The **Hybrid Approach with Knowledge Graph** provides optimal AI agent information ingestion:

**Key Benefits:**
1. ✅ **Universal Compatibility** - Works within 10KB limit
2. ✅ **Intelligent Navigation** - Graph-powered suggestions
3. ✅ **Context Discovery** - Find related commands/guides
4. ✅ **Event Storming Integration** - Unified graph for EXMAP-004
5. ✅ **Traceability** - Domain events → Tags → Features → Code
6. ✅ **No Auto-Magic** - User controls context (no surprise behavior)

**Implementation Priority:**
1. Knowledge Graph Foundation (highest impact, enables everything)
2. Progressive Disclosure (completes navigation)
3. Inline Tips (just-in-time learning)
4. Event Storming Integration (EXMAP-004 synergy)
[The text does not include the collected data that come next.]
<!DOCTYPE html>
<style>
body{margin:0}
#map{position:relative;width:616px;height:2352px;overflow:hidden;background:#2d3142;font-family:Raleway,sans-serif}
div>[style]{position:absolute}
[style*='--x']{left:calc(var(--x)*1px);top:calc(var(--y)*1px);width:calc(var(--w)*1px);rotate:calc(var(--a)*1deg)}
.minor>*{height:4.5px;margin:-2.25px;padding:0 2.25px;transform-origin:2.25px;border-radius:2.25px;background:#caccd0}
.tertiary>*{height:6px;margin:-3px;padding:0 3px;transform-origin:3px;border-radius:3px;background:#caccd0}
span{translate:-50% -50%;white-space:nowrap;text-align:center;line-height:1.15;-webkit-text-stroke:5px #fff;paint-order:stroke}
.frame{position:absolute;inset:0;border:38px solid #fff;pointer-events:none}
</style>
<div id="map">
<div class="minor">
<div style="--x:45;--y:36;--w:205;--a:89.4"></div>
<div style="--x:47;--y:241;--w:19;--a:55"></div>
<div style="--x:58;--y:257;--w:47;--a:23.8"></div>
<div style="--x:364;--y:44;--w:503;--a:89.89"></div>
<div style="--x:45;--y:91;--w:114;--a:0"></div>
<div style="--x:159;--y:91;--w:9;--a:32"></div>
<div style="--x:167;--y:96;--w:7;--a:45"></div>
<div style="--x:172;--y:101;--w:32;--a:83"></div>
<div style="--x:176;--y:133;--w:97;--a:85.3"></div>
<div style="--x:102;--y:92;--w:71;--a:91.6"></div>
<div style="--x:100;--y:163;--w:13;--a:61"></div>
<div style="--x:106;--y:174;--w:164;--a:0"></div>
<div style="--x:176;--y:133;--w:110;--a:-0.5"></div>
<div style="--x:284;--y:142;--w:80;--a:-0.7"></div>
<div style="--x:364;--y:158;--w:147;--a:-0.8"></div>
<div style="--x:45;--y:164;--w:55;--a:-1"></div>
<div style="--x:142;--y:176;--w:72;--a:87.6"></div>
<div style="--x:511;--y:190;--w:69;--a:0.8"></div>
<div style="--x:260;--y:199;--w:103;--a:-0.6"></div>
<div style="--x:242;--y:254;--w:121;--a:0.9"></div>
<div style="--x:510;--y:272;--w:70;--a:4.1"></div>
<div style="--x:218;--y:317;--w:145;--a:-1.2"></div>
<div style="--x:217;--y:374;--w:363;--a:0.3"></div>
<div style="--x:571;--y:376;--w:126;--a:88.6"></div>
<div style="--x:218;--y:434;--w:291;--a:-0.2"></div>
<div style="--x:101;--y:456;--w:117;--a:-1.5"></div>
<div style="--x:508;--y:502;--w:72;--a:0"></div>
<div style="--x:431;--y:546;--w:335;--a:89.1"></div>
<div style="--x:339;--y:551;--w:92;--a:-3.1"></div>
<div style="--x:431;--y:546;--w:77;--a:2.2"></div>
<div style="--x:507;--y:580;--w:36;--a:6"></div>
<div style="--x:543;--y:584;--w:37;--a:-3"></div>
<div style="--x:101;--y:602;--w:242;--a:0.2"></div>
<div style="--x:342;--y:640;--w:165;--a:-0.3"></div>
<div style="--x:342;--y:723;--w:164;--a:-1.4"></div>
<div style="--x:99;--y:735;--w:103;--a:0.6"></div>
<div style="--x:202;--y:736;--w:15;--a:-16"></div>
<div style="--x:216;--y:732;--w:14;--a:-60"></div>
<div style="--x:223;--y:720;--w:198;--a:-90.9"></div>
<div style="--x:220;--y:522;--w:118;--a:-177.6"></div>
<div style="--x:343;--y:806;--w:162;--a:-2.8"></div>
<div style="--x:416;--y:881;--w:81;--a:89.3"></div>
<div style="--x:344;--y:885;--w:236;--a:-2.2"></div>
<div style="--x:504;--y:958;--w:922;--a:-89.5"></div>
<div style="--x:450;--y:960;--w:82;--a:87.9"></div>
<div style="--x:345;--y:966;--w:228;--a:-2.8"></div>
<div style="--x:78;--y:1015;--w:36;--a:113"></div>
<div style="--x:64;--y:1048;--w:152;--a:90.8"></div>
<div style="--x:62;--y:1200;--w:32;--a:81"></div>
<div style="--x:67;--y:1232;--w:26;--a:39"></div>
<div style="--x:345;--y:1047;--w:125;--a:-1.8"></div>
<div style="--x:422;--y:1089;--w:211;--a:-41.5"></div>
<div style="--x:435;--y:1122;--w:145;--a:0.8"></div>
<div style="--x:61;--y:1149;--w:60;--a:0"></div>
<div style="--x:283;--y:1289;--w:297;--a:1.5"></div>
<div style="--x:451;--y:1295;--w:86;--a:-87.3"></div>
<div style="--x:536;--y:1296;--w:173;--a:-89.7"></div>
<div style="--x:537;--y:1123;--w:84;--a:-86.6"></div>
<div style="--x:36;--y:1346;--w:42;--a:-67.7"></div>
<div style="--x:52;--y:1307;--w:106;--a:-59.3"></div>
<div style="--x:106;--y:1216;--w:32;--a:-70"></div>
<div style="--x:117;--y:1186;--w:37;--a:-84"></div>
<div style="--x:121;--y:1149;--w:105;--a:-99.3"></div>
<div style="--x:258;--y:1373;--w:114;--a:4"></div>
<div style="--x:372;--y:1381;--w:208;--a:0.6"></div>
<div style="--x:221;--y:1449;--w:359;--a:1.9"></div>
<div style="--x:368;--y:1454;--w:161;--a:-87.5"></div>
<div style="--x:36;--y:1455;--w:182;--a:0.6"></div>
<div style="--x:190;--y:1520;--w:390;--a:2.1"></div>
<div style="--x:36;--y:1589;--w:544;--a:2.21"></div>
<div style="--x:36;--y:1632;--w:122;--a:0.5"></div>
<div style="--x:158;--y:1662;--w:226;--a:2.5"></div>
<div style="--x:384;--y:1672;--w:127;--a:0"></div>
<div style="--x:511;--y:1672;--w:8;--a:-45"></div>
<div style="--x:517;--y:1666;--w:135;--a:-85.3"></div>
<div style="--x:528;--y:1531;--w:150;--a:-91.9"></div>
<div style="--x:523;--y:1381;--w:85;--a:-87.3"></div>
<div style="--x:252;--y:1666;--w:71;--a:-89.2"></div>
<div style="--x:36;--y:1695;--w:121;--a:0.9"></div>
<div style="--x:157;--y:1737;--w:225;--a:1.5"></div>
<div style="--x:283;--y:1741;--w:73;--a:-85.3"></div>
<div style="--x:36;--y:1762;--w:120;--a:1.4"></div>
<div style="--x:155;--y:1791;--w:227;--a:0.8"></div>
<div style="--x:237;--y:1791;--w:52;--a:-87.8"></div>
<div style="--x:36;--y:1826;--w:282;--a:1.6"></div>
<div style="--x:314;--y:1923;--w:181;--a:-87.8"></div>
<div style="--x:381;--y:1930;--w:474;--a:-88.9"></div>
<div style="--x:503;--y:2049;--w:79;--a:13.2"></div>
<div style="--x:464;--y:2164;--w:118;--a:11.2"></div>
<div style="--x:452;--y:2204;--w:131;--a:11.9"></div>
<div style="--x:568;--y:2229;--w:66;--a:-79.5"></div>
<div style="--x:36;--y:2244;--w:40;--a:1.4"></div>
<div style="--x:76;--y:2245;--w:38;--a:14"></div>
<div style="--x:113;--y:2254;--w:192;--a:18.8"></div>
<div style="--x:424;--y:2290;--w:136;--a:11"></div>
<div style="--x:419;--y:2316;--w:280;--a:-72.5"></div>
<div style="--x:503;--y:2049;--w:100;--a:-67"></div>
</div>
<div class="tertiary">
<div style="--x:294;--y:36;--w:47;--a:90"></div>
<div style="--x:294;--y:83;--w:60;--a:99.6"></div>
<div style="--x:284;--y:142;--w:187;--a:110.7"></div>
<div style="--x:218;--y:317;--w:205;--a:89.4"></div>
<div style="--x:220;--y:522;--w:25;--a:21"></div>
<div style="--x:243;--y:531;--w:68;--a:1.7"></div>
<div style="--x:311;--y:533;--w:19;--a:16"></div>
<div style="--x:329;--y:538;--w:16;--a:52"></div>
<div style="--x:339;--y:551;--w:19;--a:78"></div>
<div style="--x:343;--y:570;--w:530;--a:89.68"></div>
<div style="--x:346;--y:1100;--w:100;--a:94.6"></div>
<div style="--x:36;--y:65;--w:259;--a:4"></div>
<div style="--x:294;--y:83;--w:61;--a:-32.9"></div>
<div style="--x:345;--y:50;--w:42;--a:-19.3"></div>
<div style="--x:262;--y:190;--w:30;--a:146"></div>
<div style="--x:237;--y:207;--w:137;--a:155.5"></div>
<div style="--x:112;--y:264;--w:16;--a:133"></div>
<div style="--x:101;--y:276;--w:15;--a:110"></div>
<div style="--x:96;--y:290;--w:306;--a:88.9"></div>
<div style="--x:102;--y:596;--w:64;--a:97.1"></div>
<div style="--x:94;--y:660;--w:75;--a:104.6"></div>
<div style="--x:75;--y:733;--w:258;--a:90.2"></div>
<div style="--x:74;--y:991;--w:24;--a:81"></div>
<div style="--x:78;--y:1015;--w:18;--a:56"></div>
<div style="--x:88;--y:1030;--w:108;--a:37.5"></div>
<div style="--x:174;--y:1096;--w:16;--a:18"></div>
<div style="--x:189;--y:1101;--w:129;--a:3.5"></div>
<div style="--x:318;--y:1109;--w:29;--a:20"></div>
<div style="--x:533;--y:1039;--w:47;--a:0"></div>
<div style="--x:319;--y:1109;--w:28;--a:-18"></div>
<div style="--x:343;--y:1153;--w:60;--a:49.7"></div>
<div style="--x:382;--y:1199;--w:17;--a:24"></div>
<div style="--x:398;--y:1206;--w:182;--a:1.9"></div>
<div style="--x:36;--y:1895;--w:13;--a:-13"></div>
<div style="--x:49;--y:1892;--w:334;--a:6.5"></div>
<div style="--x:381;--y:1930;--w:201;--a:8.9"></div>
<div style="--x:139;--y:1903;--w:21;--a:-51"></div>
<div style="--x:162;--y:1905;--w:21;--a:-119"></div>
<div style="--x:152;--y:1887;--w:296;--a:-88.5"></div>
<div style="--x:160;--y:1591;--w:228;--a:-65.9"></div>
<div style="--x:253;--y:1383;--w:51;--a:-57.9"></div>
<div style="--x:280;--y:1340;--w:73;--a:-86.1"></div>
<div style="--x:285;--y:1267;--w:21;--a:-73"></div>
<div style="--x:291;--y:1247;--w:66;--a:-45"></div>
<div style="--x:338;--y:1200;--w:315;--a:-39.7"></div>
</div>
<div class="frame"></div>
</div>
**Library Decision:** **ngraph.graph**
- Supports both AGENT-019 (commands) and EXMAP-004 (events)
- Enables pathfinding, suggestions, clustering, visualization
- Active maintenance, TypeScript support, production-ready

This strategy ensures ALL AI agents efficiently consume fspec documentation while building a **knowledge infrastructure** that scales with the project.